SUPREME COURT OF THE STATE OF NEW YORK - NEW YORK COUNTY Part 36
Jul 11, 2013
2013 N.Y. Slip Op. 31530 (N.Y. Sup. Ct. 2013)

Opinion

INDEX NO. 109432/11 MOTION SEQ. NO. 003

07-11-2013

SHERWOOD ALLEN SALVAN, Plaintiff, v. FRANK RUDIN, Defendant.


PRESENT: Hon. , Justice The following papers, numbered 1-4 were considered on this motion to dismiss affirmative defenses/counterclaims and for partial summary judgment:

+----------------------------------------------------------------------+ ¦PAPERS ¦ NUMBERED ¦ +-----------------------------------------------------------+----------¦ ¦Notice of Motion/Order to Show Cause,-Affidavits - Exhibits¦1 2 ¦ +-----------------------------------------------------------+----------¦ ¦Answering Affidavits - Exhibits ¦3 ¦ +-----------------------------------------------------------+----------¦ ¦Replying Affidavits ¦4 ¦ +-----------------------------------------------------------+----------¦ ¦Cross-Motion: [ ] Yes [ X ] No ¦ ¦ +----------------------------------------------------------------------+ Upon the foregoing papers, it is

ORDERED that plaintiff s motion to dismiss defendant's third, eighth, eleventh, thirteenth, fourteenth and fifteenth affirmative defenses, first and second counterclaims, and for partial summary judgment, on the issue of liability, is granted, as detailed below.

BACKGROUND

Plaintiff commenced this action against defendant seeking to enforce the terms of a September 26, 2003 indemnification agreement ("the agreement"), signed by defendant, which required defendant to indemnify plaintiff for attorneys' fees incurred or paid by plaintiff, defending a third-party action initiated by defendant's former law partners. In plaintiff's first and second causes of action, plaintiff seeks, inter alia, $72,000, based upon defendant's alleged breach of such indemnification agreement and defendant's fraudulent inducement of plaintiff, to enter into such agreement.
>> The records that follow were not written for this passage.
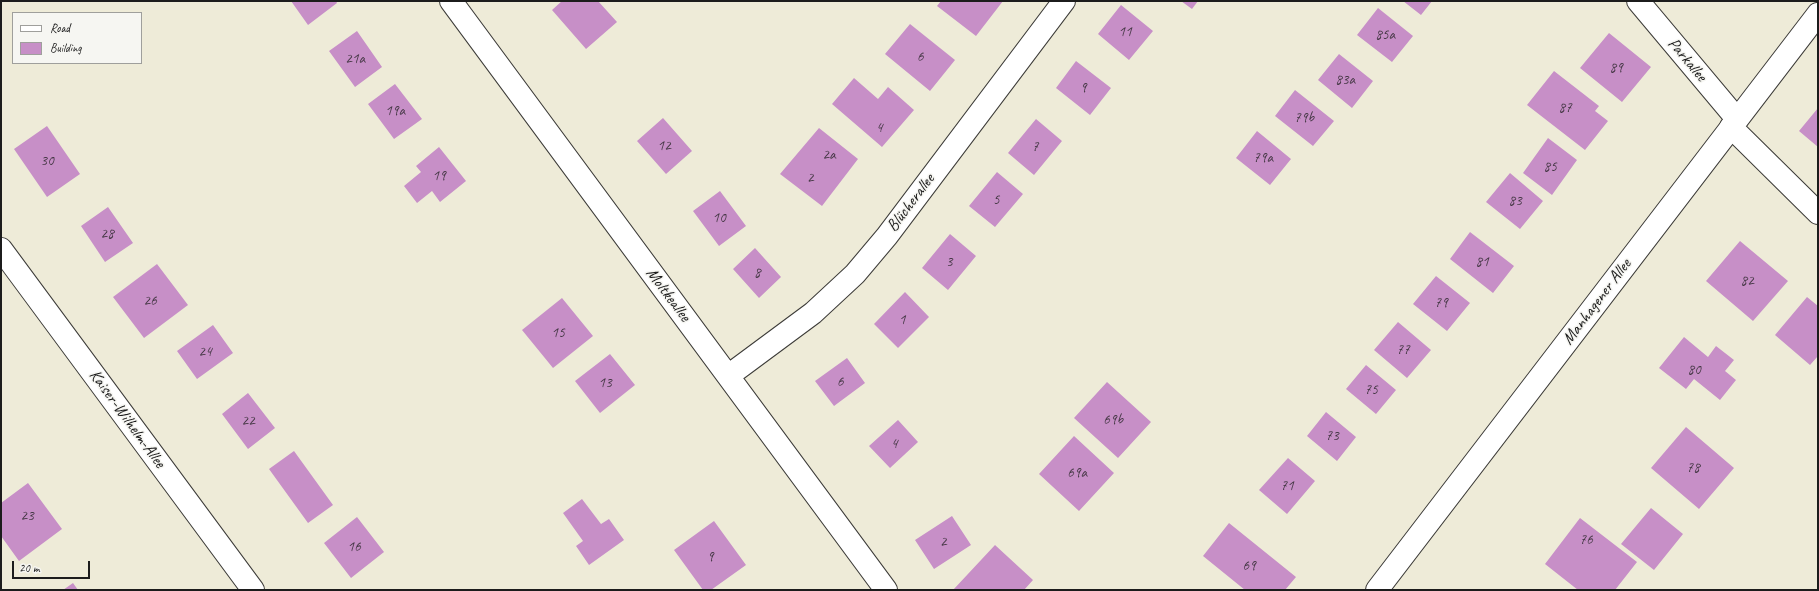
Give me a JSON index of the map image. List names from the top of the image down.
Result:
{
  "streets": {
    "street": [
      "Parkallee",
      "Blücherallee",
      "Moltkeallee",
      "Manhagener Allee",
      "Kaiser-Wilhelm-Allee"
    ]
  },
  "crossings": [
    ["Parkallee", "Manhagener Allee"],
    ["Blücherallee", "Moltkeallee"]
  ],
  "house_numbers": [
    "11",
    "85a",
    "6",
    "21a",
    "89",
    "83a",
    "9",
    "87",
    "19a",
    "79b",
    "4",
    "12",
    "7",
    "2a",
    "79a",
    "30",
    "85",
    "19",
    "2",
    "5",
    "83",
    "10",
    "28",
    "3",
    "81",
    "8",
    "82",
    "26",
    "79",
    "1",
    "15",
    "77",
    "24",
    "80",
    "6",
    "13",
    "75",
    "69b",
    "22",
    "73",
    "4",
    "78",
    "69a",
    "71",
    "23",
    "76",
    "2",
    "16",
    "9",
    "69"
  ],
  "legend": ["Road", "Building"],
  "scale_bar": "20 m"
}
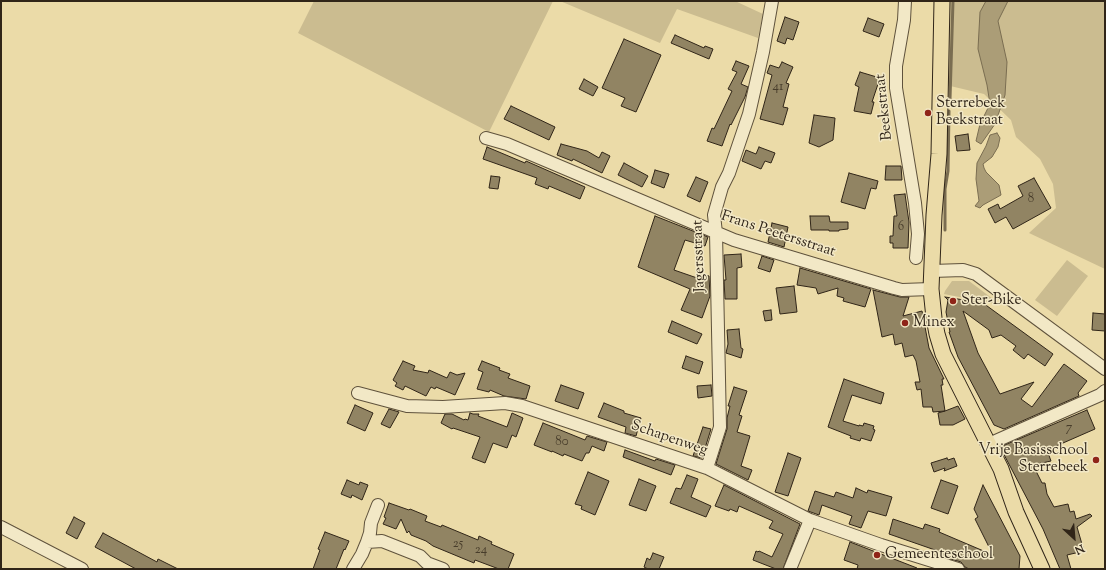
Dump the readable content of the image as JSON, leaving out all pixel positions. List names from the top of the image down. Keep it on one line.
{"streets":{"street":["Beekstraat","Frans Peetersstraat","Jagersstraat","Schapenweg"]},"crossings":[["Frans Peetersstraat","Jagersstraat"],["Jagersstraat","Schapenweg"]],"places":["Sterrebeek Beekstraat","Ster-Bike","Minex","Vrije Basisschool Sterrebeek","Gemeenteschool"],"house_numbers":["41","8","6","7","80","25","24"],"north":"bottom right"}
In his answer, defendant asserted numerous affirmative defenses, however, all but the following affirmative defenses have been withdrawn: (1) failure to state a cause of action; (2) action barred by laches; (3) action barred by the statute of limitations; (4) extinguishment by payment; (5) failure to0 mitigate damages; and (6) fraudulent inducement and harassment. Defendant also asserts the following two counterclaims: (1) malicious prosecution; and (2) sanctions pursuant to 22 NYCRR Rule 130.

DISCUSSION

Plaintiff has moved to dismiss such affirmative defenses, alleging that defendant has failed to provide the factual particulars and/or legal basis for their continued prosecution. Plaintiff also seeks to dismiss defendant's first and second counterclaims, on the basis that the counterclaims lack merit, as a matter of law. Further, Plaintiff maintains that he is entitled to partial summary judgment on his first and second causes of action, arguing that there are no material questions of fact. Significantly, in opposition to plaintiff's motion, defendant only submits an affirmation by his attorney, which lacks the requisite personal knowledge of the facts, and, therefore, is of no probative value. See Israelson v. Rubin, 20 AD2d 668, affirmed 14 NY2d 887 (1964); Zuckerman v. City of New York, 49 NY2d 557 (1980). It is noted that, defendant's attorney's affirmation fails to contain any supporting exhibits and consists of a mere, two typed pages (including the caption). Thus, in essence, plaintiff's motion to dismiss the affirmative defenses/counterclaims and for partial summary judgment is unopposed.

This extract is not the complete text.